- Genre: Western; Drama;
- Based on: The Son by Philipp Meyer
- Developed by: Philipp Meyer; Lee Shipman; Brian McGreevy;
- Starring: Pierce Brosnan; Jacob Lofland; Henry Garrett; Paola Núñez; Carlos Bardem; Zahn McClarnon; Jess Weixler; David Wilson Barnes; Sydney Lucas; James Parks; Elizabeth Frances; Shane Graham; Kathryn Prescott;
- Composer: Nathan Barr
- Country of origin: United States
- Original language: English
- No. of seasons: 2
- No. of episodes: 20

Production
- Executive producers: Michael Connolly; Tom Lesinski; Jenna Santoianni; Tom Harper; Kevin Murphy; Philipp Meyer; Brian McGreevy; Lee Shipman;
- Production location: Texas
- Cinematography: George Steel
- Editors: Josh Beal; Debby Germino; Jon Koslowsky;
- Camera setup: Single-camera
- Running time: 42–49 minutes
- Production companies: Sonar Entertainment; El Jefe; Five & Dime Productions;

Original release
- Network: AMC
- Release: April 8, 2017 – June 29, 2019

= The Son (TV series) =

American Western drama television series

The Son is an American Western drama television series based on the 2013 novel of the same name by Philipp Meyer that aired on AMC for two seasons.

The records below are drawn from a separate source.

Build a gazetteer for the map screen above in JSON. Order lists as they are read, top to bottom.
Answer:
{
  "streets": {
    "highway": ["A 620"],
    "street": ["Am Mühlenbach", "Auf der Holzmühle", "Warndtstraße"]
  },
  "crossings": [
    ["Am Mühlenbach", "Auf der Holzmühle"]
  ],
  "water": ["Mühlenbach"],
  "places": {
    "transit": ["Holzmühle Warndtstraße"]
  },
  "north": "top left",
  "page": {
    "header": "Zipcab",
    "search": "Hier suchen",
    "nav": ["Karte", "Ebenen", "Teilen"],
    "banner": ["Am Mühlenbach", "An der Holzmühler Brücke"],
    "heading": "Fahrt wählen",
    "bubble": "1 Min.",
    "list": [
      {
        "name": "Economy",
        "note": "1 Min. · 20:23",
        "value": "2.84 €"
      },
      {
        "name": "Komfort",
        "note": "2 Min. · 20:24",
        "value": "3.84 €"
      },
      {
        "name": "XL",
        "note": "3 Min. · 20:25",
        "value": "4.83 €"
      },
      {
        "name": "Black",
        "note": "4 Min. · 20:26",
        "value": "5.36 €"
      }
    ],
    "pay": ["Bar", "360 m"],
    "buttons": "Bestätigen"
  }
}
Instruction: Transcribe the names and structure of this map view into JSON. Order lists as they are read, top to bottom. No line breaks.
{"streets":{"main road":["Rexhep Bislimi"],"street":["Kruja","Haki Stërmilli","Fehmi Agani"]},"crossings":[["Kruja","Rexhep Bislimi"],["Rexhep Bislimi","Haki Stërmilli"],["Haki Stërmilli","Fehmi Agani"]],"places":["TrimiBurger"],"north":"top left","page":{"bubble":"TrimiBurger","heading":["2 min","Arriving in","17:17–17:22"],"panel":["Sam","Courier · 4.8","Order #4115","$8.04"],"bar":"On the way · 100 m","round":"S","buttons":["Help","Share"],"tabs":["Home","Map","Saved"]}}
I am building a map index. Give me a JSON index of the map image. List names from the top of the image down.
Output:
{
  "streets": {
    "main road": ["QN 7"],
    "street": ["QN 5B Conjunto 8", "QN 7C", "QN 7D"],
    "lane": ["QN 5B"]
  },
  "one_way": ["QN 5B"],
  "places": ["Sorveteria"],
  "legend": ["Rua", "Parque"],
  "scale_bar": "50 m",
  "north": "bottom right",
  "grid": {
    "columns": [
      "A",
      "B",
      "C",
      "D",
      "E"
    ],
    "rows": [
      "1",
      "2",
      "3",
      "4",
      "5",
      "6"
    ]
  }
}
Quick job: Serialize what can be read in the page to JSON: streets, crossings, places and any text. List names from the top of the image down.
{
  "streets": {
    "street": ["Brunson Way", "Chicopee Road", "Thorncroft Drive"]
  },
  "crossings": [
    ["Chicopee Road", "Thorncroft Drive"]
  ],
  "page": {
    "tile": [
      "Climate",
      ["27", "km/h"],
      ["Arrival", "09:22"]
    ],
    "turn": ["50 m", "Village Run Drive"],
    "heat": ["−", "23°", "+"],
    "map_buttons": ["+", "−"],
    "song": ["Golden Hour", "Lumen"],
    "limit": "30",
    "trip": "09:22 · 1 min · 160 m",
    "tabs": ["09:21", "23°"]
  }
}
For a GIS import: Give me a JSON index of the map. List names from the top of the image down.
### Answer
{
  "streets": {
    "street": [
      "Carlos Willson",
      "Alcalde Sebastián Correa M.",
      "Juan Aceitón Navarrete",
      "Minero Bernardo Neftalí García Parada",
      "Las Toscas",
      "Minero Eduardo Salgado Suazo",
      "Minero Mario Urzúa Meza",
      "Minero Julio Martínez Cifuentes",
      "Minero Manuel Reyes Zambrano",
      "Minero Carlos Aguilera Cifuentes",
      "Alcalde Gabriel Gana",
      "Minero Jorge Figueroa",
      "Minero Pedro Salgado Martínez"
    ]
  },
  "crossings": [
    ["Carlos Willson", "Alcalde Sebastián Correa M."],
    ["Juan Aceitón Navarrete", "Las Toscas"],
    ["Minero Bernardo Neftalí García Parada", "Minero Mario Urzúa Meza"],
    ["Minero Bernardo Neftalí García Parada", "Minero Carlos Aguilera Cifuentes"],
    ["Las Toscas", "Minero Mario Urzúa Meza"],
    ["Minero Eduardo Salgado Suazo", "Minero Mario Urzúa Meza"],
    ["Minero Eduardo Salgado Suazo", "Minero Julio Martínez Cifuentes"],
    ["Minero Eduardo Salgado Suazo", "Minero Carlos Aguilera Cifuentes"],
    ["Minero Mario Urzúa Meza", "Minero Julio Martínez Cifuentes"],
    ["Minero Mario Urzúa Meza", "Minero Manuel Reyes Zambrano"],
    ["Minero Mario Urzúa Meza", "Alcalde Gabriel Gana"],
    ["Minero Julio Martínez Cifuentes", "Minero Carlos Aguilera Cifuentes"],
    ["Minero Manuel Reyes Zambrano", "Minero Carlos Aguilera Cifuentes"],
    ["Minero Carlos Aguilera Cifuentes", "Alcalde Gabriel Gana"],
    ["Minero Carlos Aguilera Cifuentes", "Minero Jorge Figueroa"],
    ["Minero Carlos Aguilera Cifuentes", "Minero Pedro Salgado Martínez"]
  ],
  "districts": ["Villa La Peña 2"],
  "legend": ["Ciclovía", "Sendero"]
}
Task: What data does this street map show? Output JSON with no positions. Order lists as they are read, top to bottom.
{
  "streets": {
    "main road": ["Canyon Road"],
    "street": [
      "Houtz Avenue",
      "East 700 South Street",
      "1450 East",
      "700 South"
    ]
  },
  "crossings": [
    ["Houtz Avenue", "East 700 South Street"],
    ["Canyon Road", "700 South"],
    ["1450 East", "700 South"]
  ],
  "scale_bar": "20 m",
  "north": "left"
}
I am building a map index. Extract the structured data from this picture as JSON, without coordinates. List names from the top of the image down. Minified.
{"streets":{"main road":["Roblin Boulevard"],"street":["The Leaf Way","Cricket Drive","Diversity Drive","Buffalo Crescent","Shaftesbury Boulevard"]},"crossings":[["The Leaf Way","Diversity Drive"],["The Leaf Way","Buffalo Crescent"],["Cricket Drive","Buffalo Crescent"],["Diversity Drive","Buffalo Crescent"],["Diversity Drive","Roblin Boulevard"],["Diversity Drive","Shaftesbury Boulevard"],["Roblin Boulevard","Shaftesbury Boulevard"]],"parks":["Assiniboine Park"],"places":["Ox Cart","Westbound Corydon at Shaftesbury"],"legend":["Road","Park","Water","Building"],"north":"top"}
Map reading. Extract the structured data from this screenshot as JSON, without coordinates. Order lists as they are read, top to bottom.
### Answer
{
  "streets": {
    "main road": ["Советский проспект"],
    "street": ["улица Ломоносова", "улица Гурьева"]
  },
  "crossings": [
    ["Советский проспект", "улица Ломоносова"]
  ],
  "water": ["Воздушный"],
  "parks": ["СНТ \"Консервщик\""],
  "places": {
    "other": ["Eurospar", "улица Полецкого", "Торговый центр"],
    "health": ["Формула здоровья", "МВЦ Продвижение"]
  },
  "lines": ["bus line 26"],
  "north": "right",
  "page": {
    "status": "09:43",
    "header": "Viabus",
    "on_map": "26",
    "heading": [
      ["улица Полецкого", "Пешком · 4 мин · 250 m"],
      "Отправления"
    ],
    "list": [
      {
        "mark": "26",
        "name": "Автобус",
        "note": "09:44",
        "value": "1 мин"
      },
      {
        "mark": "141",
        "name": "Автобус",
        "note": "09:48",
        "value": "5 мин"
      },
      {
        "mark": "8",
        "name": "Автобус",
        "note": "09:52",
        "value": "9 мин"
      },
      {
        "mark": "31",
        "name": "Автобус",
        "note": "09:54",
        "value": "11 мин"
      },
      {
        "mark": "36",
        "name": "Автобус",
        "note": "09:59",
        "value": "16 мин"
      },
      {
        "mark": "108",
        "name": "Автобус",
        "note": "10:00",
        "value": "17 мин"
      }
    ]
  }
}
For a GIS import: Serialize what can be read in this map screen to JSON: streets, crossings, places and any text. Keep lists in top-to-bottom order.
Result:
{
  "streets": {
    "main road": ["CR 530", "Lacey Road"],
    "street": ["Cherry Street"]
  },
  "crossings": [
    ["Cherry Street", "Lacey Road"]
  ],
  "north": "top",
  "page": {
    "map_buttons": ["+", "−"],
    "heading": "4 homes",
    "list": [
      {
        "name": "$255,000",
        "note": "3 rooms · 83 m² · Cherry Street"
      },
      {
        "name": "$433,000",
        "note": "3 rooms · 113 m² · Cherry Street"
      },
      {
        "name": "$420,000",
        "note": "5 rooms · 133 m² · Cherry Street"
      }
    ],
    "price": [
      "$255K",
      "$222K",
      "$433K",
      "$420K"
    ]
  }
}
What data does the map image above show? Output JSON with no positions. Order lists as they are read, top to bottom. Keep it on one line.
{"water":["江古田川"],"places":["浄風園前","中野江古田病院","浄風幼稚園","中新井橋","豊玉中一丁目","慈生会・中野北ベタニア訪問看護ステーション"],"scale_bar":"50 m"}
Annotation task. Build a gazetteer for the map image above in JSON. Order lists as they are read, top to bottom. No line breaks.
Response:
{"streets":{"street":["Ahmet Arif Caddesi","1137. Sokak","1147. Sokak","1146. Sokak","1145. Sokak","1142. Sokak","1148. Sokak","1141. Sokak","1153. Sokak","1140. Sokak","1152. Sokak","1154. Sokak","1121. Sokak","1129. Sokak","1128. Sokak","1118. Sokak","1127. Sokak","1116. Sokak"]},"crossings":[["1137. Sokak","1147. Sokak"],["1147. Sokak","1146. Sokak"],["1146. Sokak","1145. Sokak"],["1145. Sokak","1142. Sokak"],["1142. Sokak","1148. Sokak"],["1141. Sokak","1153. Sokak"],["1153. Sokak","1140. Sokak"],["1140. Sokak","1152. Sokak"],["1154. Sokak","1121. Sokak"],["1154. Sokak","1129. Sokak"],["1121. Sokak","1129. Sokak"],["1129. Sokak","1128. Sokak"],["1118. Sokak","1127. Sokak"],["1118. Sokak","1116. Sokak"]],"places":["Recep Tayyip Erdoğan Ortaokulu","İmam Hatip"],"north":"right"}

The show was created and developed by Meyer, Brian McGreevy, and Lee Shipman. Twenty episodes over two seasons aired from April 8, 2017, through June 29, 2019.

==Plot==
In 1849, Eli McCullough is kidnapped at the age of 13 by Comanches and raised as an adopted son. In 'present-day' 1915, he is a powerful, ruthless cattle baron turned oilman. He struggles to maintain his business empire as he looks to pass it on to his sons and grandchildren.

==Cast==
- Pierce Brosnan as Eli McCullough, a Texas cattle baron who takes an interest in the oil industry
  - Jacob Lofland as young Eli (known to the Comanche as Tiehteti Taiboo "Pathetic White Boy")
- Henry Garrett as Pete McCullough, Eli's youngest son
- Paola Núñez as María García, Pete's childhood friend who becomes complicit in some of the escalating violence in South Texas
- Carlos Bardem as Pedro García (season 1)
- Zahn McClarnon as Toshaway, a Comanche tribal chief who views young Eli as a son after capturing him
- Jess Weixler as Sally McCullough, Pete's wife
- David Wilson Barnes as Phineas McCullough, Eli's middle son.
- Sydney Lucas as Jeannie McCullough, Eli's granddaughter and Pete's daughter, who becomes a key figure in the family business
  - Lois Smith as elderly Jeannie (recurring season 2)
- James Parks as Niles Gilbert
- Elizabeth Frances as Prairie Flower
- Shane Graham as Charles McCullough (season 2; recurring season 1)
- Kathryn Prescott as young Ingrid (season 2; recurring season 1)
  - Wendy Crewson as Ingrid (guest)
- Sean Alan Stone as Louis (recurring season 1)

==Production==
Originally, Sam Neill was set to play the main character of the series, but left for personal reasons. Pierce Brosnan was cast to replace him. The production of the series started in June 2016. The series was filmed in and around Austin, TX.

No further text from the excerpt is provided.